■ Records supplied:
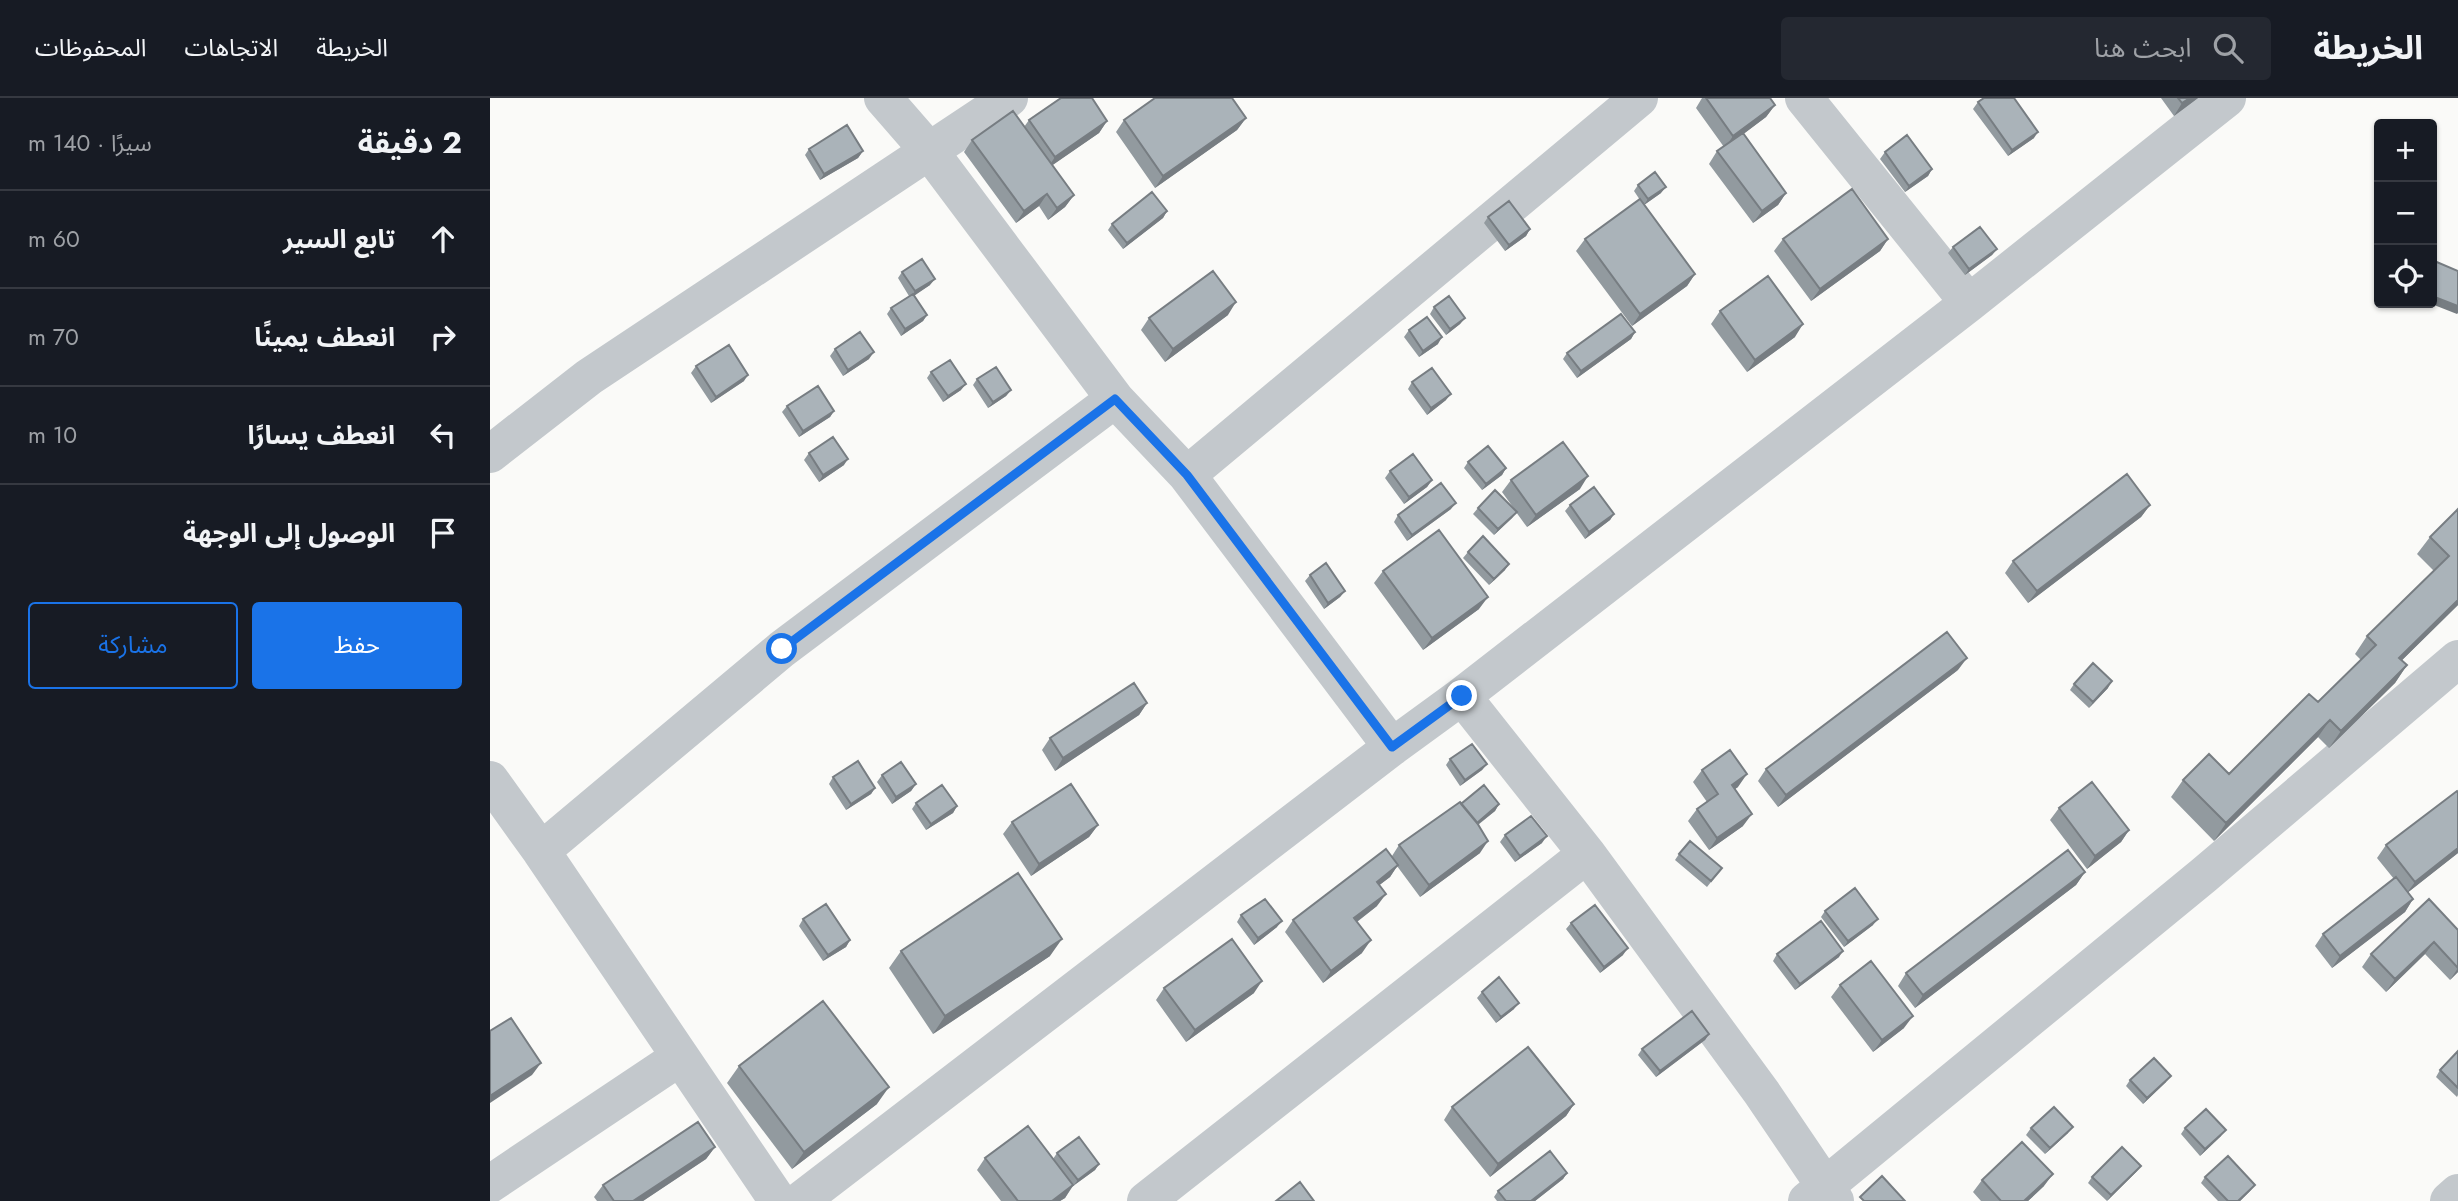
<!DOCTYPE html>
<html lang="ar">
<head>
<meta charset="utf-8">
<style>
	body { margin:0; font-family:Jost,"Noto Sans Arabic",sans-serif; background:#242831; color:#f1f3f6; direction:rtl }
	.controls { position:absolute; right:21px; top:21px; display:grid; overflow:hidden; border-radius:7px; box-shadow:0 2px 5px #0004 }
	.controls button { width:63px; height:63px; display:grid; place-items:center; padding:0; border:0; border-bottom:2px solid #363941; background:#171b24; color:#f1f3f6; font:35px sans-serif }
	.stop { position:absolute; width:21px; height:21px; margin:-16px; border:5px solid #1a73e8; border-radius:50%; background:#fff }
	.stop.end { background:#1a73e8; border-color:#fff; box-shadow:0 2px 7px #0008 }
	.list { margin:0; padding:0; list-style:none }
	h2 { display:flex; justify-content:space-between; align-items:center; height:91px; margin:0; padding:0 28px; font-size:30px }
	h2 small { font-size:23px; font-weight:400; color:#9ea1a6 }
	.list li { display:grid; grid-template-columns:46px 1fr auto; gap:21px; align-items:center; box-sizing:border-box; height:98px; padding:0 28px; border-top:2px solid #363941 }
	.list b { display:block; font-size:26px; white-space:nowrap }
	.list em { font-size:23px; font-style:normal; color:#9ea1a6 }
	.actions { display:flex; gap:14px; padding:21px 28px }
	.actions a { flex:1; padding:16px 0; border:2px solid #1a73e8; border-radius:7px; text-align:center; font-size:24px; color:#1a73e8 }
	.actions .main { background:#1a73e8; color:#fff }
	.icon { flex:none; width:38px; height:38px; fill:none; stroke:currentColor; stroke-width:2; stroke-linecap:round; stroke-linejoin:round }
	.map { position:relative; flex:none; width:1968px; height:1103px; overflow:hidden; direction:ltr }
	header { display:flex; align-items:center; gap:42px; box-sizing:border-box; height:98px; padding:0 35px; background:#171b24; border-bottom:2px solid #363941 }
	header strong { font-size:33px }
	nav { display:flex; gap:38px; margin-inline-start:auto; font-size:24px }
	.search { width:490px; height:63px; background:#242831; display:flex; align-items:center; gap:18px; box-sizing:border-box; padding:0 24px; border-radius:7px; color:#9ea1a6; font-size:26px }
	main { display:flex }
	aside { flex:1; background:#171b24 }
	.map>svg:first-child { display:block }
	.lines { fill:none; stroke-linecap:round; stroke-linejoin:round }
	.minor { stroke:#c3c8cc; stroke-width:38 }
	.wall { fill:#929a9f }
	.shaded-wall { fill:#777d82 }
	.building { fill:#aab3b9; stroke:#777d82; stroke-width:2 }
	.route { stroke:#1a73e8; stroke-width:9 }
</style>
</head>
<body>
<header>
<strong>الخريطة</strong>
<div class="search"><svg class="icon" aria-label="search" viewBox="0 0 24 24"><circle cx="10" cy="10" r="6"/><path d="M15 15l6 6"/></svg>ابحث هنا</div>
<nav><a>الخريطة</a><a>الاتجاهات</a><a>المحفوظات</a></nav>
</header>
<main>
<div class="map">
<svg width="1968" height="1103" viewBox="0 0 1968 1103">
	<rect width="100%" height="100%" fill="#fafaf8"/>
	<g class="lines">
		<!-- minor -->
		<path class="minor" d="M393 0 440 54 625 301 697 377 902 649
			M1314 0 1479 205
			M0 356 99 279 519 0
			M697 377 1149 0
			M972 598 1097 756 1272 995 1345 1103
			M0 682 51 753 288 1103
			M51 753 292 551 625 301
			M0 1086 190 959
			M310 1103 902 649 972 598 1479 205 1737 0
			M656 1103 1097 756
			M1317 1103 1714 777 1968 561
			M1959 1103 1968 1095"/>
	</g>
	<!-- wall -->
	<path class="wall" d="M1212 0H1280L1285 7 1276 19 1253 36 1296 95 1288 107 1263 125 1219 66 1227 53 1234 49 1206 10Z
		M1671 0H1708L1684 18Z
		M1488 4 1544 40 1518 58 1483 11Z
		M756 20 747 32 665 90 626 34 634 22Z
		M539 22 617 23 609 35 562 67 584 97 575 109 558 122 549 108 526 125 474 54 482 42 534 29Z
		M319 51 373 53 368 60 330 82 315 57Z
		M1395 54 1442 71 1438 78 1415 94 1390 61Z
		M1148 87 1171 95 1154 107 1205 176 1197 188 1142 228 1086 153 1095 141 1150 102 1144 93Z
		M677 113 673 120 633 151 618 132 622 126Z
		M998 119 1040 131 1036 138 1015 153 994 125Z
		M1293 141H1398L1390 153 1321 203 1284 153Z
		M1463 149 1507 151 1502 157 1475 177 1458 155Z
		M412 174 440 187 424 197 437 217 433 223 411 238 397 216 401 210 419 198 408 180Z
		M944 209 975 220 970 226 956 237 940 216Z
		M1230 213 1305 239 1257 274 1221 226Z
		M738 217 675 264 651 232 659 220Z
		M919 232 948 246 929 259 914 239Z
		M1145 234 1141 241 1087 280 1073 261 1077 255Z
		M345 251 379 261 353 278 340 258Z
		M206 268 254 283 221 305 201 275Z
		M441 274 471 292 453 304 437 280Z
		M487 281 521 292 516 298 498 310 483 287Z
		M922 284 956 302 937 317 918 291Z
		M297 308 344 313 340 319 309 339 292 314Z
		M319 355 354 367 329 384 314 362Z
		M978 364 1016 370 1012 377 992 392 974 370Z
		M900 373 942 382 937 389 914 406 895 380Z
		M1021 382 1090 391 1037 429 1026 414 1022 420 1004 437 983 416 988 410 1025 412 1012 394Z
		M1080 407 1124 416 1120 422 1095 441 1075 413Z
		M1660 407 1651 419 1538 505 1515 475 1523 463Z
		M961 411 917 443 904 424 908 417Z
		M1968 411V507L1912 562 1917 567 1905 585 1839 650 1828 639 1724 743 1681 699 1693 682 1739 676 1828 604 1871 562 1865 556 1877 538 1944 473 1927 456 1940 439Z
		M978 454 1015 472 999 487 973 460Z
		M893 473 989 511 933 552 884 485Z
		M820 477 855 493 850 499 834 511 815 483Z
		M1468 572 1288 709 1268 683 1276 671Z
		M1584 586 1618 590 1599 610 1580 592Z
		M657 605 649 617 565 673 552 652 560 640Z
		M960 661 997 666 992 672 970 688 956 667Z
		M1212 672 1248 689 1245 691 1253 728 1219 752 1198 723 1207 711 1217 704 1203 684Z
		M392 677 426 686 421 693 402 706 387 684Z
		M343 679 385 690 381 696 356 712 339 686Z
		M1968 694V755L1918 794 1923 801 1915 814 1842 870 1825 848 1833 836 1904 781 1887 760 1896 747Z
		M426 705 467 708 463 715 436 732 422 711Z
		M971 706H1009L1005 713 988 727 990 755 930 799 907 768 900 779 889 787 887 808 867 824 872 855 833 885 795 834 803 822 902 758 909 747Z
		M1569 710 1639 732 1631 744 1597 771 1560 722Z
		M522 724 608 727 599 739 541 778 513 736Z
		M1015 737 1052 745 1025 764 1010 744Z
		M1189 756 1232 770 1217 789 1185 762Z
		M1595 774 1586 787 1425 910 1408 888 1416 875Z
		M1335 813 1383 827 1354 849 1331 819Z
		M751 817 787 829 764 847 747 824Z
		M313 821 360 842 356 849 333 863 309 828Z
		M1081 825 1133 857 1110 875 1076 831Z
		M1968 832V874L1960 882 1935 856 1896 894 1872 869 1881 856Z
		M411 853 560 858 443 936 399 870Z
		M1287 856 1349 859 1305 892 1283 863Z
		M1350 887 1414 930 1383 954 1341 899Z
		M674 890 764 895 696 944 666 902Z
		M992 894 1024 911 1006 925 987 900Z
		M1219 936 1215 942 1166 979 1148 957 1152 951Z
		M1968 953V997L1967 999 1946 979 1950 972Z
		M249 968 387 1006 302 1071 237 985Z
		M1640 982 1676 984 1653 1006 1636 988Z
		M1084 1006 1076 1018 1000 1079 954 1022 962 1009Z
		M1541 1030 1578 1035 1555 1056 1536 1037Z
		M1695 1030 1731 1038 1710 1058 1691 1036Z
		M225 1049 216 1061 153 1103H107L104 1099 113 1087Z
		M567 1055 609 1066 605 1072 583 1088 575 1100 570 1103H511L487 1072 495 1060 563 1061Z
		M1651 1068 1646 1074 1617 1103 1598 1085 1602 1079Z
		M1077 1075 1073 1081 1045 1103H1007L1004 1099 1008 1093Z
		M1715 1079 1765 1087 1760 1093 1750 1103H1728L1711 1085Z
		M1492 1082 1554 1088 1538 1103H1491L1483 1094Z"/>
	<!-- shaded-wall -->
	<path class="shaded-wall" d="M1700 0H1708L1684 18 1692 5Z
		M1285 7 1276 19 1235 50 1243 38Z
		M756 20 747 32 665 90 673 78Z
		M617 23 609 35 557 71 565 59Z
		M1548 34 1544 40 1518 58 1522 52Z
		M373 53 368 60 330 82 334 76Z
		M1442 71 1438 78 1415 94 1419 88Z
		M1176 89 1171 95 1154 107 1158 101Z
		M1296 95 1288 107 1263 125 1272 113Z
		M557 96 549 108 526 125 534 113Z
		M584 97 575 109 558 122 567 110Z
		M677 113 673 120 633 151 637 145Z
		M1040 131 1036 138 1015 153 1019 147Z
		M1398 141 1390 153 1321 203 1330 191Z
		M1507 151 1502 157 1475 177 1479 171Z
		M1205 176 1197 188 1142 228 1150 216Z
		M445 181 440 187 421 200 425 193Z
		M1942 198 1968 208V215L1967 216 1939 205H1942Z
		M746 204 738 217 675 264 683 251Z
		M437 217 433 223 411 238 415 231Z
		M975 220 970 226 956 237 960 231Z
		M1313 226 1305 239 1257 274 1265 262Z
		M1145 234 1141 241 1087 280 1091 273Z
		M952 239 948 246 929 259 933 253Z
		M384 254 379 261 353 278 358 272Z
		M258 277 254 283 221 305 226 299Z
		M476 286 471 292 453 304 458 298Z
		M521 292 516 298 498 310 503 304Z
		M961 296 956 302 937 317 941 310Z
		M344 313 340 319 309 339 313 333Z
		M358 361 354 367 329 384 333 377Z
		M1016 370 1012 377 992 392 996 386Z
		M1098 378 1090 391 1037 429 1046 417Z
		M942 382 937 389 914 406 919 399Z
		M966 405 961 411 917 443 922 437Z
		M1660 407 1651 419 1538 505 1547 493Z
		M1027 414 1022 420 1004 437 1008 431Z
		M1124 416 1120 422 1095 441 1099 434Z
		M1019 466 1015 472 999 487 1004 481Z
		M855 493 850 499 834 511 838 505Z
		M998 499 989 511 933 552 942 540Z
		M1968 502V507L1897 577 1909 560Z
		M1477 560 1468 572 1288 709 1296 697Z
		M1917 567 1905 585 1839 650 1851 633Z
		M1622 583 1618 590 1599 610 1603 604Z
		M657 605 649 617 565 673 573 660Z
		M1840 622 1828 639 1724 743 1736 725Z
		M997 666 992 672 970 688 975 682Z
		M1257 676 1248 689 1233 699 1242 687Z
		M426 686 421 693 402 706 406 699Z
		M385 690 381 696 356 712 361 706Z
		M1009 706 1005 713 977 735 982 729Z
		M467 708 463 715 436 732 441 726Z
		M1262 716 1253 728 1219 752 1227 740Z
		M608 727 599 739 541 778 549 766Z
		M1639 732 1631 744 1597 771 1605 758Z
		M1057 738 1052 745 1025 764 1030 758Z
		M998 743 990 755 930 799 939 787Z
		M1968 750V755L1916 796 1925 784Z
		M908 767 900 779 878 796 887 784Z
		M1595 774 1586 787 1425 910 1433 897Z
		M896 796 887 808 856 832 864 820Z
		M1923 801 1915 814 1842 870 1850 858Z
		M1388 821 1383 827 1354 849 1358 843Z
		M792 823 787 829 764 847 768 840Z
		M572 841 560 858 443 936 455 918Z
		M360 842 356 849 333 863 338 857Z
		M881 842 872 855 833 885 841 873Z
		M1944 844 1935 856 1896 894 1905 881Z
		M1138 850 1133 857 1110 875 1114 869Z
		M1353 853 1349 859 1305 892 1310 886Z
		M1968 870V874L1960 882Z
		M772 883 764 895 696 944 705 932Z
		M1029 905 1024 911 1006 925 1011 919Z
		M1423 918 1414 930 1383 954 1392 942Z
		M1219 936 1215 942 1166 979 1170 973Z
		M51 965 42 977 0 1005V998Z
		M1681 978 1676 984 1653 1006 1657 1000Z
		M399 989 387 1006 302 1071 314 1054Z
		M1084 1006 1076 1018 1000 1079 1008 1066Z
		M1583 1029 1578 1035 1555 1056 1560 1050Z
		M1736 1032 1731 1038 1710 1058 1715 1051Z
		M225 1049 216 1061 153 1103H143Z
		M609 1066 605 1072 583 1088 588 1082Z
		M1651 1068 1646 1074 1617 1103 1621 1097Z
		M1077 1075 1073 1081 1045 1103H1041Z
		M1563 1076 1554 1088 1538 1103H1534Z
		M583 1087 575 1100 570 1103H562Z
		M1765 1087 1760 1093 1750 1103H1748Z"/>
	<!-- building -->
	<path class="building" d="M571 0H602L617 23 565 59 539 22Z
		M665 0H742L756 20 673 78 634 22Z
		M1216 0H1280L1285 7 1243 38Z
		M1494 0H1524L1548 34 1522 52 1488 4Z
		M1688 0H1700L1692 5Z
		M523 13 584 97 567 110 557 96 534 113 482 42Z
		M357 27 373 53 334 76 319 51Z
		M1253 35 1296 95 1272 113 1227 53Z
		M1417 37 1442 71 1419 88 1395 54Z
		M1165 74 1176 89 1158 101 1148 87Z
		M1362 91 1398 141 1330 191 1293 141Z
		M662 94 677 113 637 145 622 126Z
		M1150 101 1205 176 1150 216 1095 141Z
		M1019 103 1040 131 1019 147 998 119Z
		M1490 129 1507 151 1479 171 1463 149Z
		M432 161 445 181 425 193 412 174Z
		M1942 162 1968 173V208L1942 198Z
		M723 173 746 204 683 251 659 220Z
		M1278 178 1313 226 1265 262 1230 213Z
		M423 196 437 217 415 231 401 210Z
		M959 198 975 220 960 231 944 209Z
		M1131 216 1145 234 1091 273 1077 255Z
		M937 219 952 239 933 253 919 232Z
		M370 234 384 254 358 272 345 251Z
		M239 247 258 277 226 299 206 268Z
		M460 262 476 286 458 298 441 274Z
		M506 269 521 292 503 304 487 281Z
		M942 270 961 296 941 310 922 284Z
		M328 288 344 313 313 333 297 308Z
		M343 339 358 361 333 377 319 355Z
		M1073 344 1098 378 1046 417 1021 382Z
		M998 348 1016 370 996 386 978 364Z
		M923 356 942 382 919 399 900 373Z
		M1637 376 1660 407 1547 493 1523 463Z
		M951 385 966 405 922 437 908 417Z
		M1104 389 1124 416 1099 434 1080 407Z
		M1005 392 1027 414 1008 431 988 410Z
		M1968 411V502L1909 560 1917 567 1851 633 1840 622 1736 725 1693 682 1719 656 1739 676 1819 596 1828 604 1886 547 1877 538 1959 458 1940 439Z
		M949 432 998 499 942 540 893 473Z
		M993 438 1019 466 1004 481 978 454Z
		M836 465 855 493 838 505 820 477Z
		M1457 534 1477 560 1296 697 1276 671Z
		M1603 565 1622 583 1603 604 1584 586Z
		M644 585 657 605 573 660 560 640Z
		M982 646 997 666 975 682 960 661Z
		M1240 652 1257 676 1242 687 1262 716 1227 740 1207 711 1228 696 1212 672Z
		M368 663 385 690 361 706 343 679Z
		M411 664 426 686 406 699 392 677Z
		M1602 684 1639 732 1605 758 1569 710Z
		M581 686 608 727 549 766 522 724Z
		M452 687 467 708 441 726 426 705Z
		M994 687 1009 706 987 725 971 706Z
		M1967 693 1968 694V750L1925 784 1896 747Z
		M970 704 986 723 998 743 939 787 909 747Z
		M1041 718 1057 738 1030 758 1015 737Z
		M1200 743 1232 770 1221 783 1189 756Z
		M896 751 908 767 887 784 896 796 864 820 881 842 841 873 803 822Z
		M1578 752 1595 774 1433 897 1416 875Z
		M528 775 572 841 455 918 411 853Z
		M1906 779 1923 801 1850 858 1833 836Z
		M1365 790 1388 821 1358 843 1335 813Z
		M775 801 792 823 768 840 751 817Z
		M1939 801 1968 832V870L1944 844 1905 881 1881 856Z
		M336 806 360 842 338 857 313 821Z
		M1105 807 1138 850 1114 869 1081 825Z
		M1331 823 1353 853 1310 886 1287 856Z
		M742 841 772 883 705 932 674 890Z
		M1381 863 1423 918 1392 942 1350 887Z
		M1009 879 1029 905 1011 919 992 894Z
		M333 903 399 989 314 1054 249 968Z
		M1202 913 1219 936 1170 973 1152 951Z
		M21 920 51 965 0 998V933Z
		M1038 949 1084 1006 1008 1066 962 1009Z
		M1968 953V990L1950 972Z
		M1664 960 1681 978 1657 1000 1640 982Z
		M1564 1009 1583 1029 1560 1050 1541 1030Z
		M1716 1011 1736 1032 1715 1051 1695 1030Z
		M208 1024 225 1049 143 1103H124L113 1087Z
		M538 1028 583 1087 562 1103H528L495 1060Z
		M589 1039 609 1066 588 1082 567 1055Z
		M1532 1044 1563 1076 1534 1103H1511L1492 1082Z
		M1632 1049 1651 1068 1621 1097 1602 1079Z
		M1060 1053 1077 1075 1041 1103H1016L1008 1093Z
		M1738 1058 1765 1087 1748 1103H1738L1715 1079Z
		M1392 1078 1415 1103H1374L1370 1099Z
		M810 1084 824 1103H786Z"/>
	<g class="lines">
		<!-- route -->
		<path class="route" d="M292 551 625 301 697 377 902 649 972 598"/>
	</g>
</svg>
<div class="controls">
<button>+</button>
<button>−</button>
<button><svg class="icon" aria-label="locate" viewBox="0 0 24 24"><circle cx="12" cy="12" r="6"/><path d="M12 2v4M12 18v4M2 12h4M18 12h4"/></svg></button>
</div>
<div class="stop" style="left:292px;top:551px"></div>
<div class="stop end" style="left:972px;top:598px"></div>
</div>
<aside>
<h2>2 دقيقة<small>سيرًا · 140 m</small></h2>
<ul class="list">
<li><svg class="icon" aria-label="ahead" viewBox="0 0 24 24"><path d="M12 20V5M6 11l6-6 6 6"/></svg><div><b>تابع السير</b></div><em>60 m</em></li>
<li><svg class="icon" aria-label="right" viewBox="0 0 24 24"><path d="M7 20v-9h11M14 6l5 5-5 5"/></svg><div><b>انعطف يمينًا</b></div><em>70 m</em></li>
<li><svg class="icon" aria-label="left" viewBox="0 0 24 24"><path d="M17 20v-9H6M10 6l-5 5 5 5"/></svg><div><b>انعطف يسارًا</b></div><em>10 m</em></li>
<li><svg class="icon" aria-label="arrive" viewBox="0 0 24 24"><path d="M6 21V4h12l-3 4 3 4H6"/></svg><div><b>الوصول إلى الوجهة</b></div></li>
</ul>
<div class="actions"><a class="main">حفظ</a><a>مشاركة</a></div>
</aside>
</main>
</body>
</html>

■ Task item: Search the records for lines holding the word "bottom", then copy each line you find.

■ Written response:
	.controls button { width:63px; height:63px; display:grid; place-items:center; padding:0; border:0; border-bottom:2px solid #363941; background:#171b24; color:#f1f3f6; font:35px sans-serif }
	header { display:flex; align-items:center; gap:42px; box-sizing:border-box; height:98px; padding:0 35px; background:#171b24; border-bottom:2px solid #363941 }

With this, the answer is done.